300.38 million in 2006-07 to Rs. 481.24 million in 2007-08 as we
invested more in Jeevansathi and 99 acres, while employee costs
increased by 51.57% from Rs. 492.36 million in 2006-07 to Rs. 746.28
million in 2007-08 on account of wage revision and manpower increase.
Profit before tax increased by 99.11% from Rs. 394.82 million in
2006-07 to Rs. 786.14 million in 2007-08 and profit after tax increased
by 104.99% to Rs. 554.87 million in 2007-08.
DIVIDEND
Your Directors are pleased to recommended dividend at the rate of 7.5%
(Re. 0.75 per share) for 2007-08, subject to the approval of the
shareholders. The proposed dividend together with corporate dividend
tax would mean an outflow of Rs. 23.95 million.
OPERATIONS REVIEW
We provide recruitment classifieds and related services through
Naukri.com, Naukrigulf.com and Quadrangle business divisions. This
business generated around 90% of the company’s net sales in 2007-08. We
also provide matrimonial and property related classifieds and related
services through our Jeevansathi.com, 99 acres.com and
Allcheckdeals.com divisions respectively. The combined contribution of
these along with other divisions to the company’s net sales increased
to 10% in 2007-08. During the year the company entered the domain of
professional networking services through brijj.com and completed the
spadework for launching its foray into online education through
Shiksha.com.
Leveraging the opportunities provided by a growing economy, the
transformation of India into a younger country and the increase levels
of internet penetration, your company continued to grow at a healthy
rate, both in terms of the top-line reflected in total sales growing by
56.9% and bottom-line reflected by more than doubling of profit after
tax to Rs. 554.87 million. Consequently basic earnings per share
increased from Rs. 11.31 in 2006-07 to Rs. 20.33 in 2007-08.

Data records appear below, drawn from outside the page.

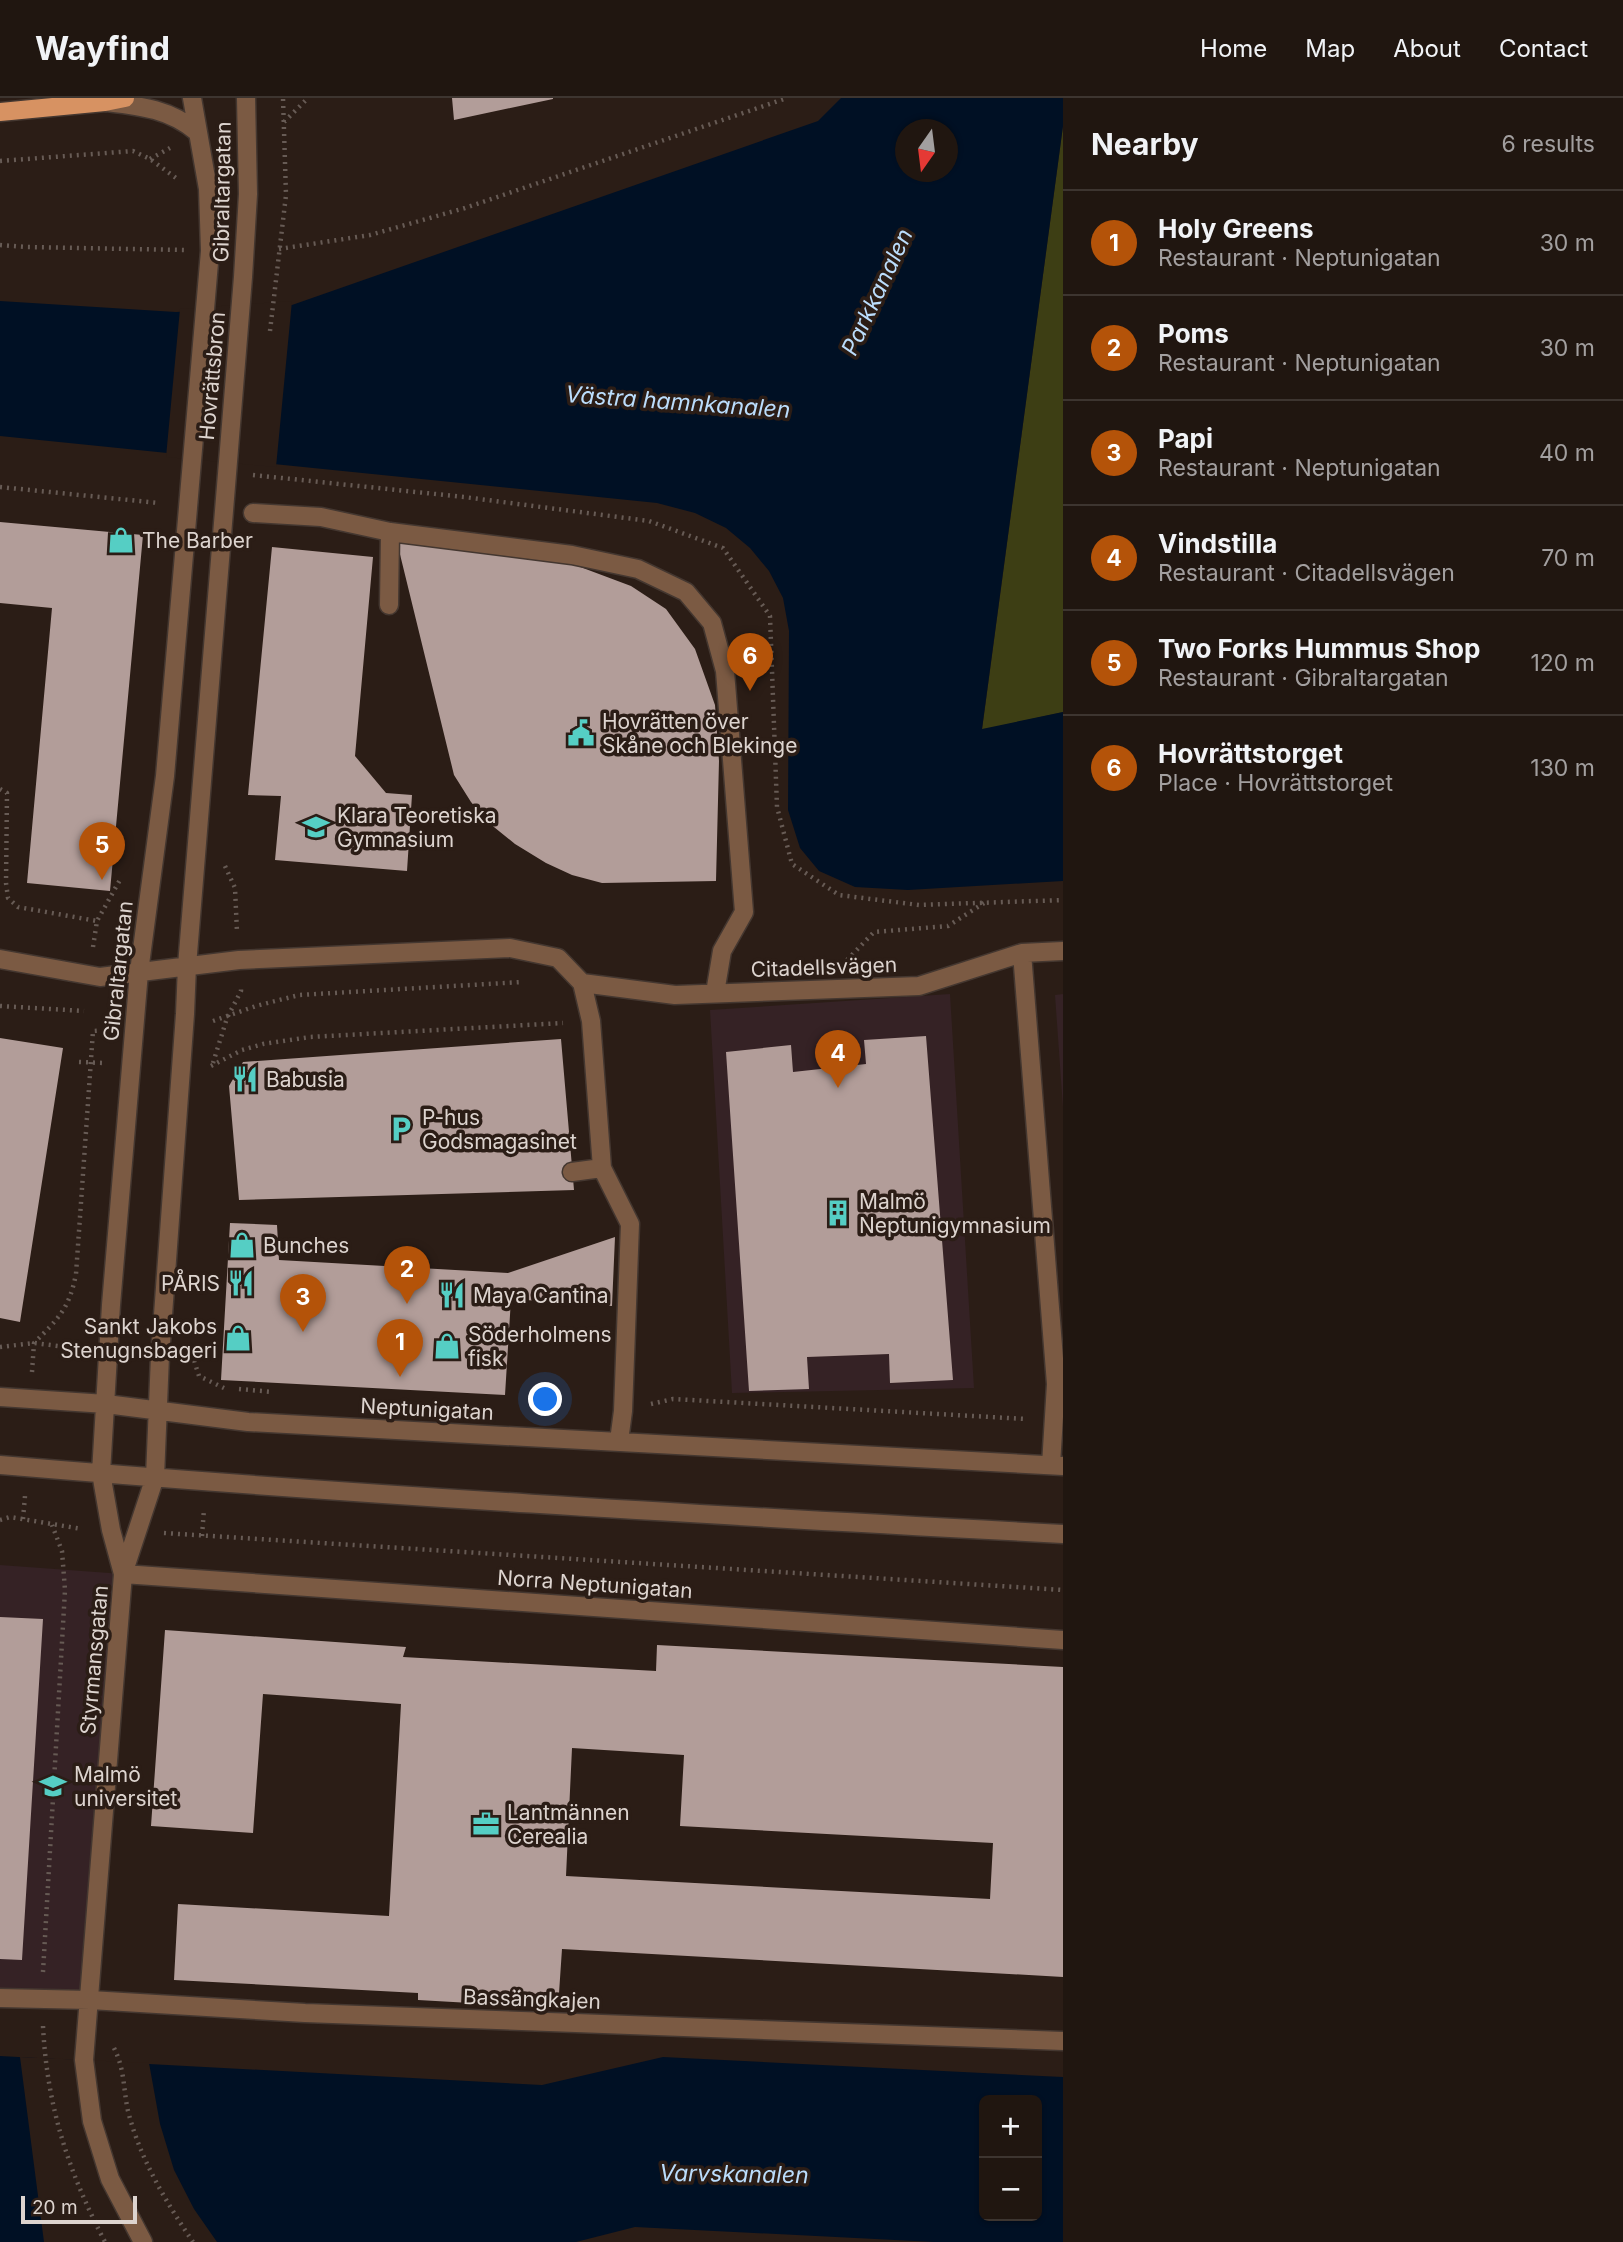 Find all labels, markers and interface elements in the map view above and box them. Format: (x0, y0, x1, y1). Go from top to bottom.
text: Wayfind (35, 28, 170, 68)
text: Home (1200, 34, 1267, 63)
text: Map (1305, 34, 1355, 63)
text: About (1393, 34, 1461, 63)
text: Contact (1499, 34, 1588, 63)
north arrow (895, 119, 958, 182)
street label: Gibraltargatan (208, 121, 236, 263)
text: Nearby (1091, 126, 1199, 162)
text: 6 results (1501, 130, 1595, 158)
text: Holy Greens (1158, 213, 1314, 244)
water label: Parkkanalen (835, 224, 919, 360)
text: 1 (1109, 229, 1119, 257)
text: 30 m (1540, 229, 1595, 257)
text: Restaurant · Neptunigatan (1158, 244, 1441, 272)
street label: Hovrättsbron (194, 311, 230, 441)
text: Poms (1158, 318, 1229, 349)
text: 2 (1107, 334, 1121, 362)
text: 30 m (1540, 334, 1595, 362)
text: Restaurant · Neptunigatan (1158, 349, 1441, 377)
water label: Västra hamnkanalen (565, 380, 791, 424)
text: Papi (1158, 423, 1213, 454)
text: 3 (1107, 439, 1121, 467)
text: 40 m (1539, 439, 1595, 467)
text: Restaurant · Neptunigatan (1158, 454, 1441, 482)
shop icon: The Barber (106, 525, 136, 555)
place label: The Barber (142, 528, 253, 553)
text: Vindstilla (1158, 528, 1277, 559)
text: 4 (1106, 544, 1122, 572)
text: 70 m (1541, 544, 1595, 572)
text: Restaurant · Citadellsvägen (1158, 559, 1455, 587)
pin: 6 (727, 633, 773, 691)
text: Two Forks Hummus Shop (1158, 633, 1480, 664)
text: 5 (1107, 649, 1121, 677)
text: 120 m (1530, 649, 1595, 677)
text: Restaurant · Gibraltargatan (1158, 664, 1449, 692)
place label: Hovrätten över Skåne och Blekinge (602, 709, 797, 758)
public building icon: Hovrätten över Skåne och Blekinge (566, 718, 596, 748)
text: Hovrättstorget (1158, 738, 1343, 769)
text: 6 (1107, 754, 1121, 782)
text: 130 m (1530, 754, 1595, 782)
text: Place · Hovrättstorget (1158, 769, 1393, 797)
place label: Klara Teoretiska Gymnasium (337, 803, 497, 852)
school or university icon: Klara Teoretiska Gymnasium (301, 812, 331, 842)
pin: 5 (79, 822, 125, 880)
street label: Gibraltargatan (98, 900, 138, 1042)
street label: Citadellsvägen (750, 952, 898, 982)
pin: 4 (815, 1030, 861, 1088)
restaurant icon: Babusia (230, 1064, 260, 1094)
place label: Babusia (266, 1067, 345, 1092)
place label: P-hus Godsmagasinet (422, 1105, 577, 1154)
parking icon: P-hus Godsmagasinet (386, 1114, 416, 1144)
place label: Malmö Neptunigymnasium (859, 1189, 1051, 1238)
building icon: Malmö Neptunigymnasium (823, 1198, 853, 1228)
shop icon: Bunches (227, 1230, 257, 1260)
place label: Bunches (263, 1233, 349, 1258)
pin: 2 (384, 1246, 430, 1304)
restaurant icon: PÅRIS (226, 1268, 256, 1298)
place label: PÅRIS (161, 1269, 220, 1296)
pin: 3 (280, 1274, 326, 1332)
restaurant icon: Maya Cantina (437, 1280, 467, 1310)
place label: Maya Cantina (473, 1283, 609, 1308)
place label: Sankt Jakobs Stenugnsbageri (60, 1314, 217, 1363)
pin: 1 (377, 1319, 423, 1377)
place label: Söderholmens fisk (468, 1322, 612, 1371)
shop icon: Sankt Jakobs Stenugnsbageri (223, 1323, 253, 1353)
shop icon: Söderholmens fisk (432, 1331, 462, 1361)
your location (528, 1382, 562, 1416)
street label: Neptunigatan (360, 1393, 494, 1425)
street label: Norra Neptunigatan (496, 1565, 694, 1603)
street label: Styrmansgatan (75, 1584, 113, 1736)
place label: Malmö universitet (74, 1762, 178, 1811)
school or university icon: Malmö universitet (38, 1771, 68, 1801)
place label: Lantmännen Cerealia (507, 1800, 630, 1849)
office icon: Lantmännen Cerealia (471, 1809, 501, 1839)
street label: Bassängkajen (463, 1984, 601, 2014)
map controls (979, 2095, 1042, 2221)
button: + (979, 2095, 1042, 2158)
button: − (979, 2158, 1042, 2221)
water label: Varvskanalen (659, 2159, 809, 2189)
scale bar (21, 2193, 136, 2225)
text: 20 m (32, 2196, 78, 2219)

Detailed analysis of the performance of the Company and its businesses,
including initiatives in the area of Human Resources, Information
Technology, has been presented in the section on Management Discussion
and Analysis of this Annual Report.
FUTURE OUTLOOK
We are cautiously optimistic of the future prospects of the company. We
believe that the economy will continue to grow with a demographic
pattern that suits our businesses. Internet penetration and usage will
also increase and we, as a company now have the platform including
human talent and industry experience to build on and create businesses
in the online space that will help the Company maintain its growth
pattern.
SUBSIDIARY COMPANIES
As of March 31, 2008, Info Edge has three wholly-owned subsidiary
companies – Naukri Internet Services Private Limited, Jeevansathi
Internet Services Private Limited and Info Edge (India) Mauritius
Limited.
Particulars of Employees
We continued to grow rapidly in 2007-08. Recruiting quality talent has
been a key focus for the HR team, and the Info Edge family has grown
from around 1,250 as on March 31, 2007 to around 1,650 as on March 31,
2008. Besides the different facet of recruitment, retention and
development of talent, as discussed in the management discussion and
analysis, an important HR initiative has been the successful
implementation and stabilization of a robust Human Resource Information
System that provides all kinds of reports and analysis at the click of
a button and ensures that all details like personal records and
employee history are easily accessible. We have also focused on
strengthening internal communication by continuing to publish and
distribute an internal quarterly e-magazine “Inside Edge” which covers
all major happenings in the Company, department or branch. Recently,
the company launched “I-Blog” as an internal communication medium to
connect Info Edgians across all locations.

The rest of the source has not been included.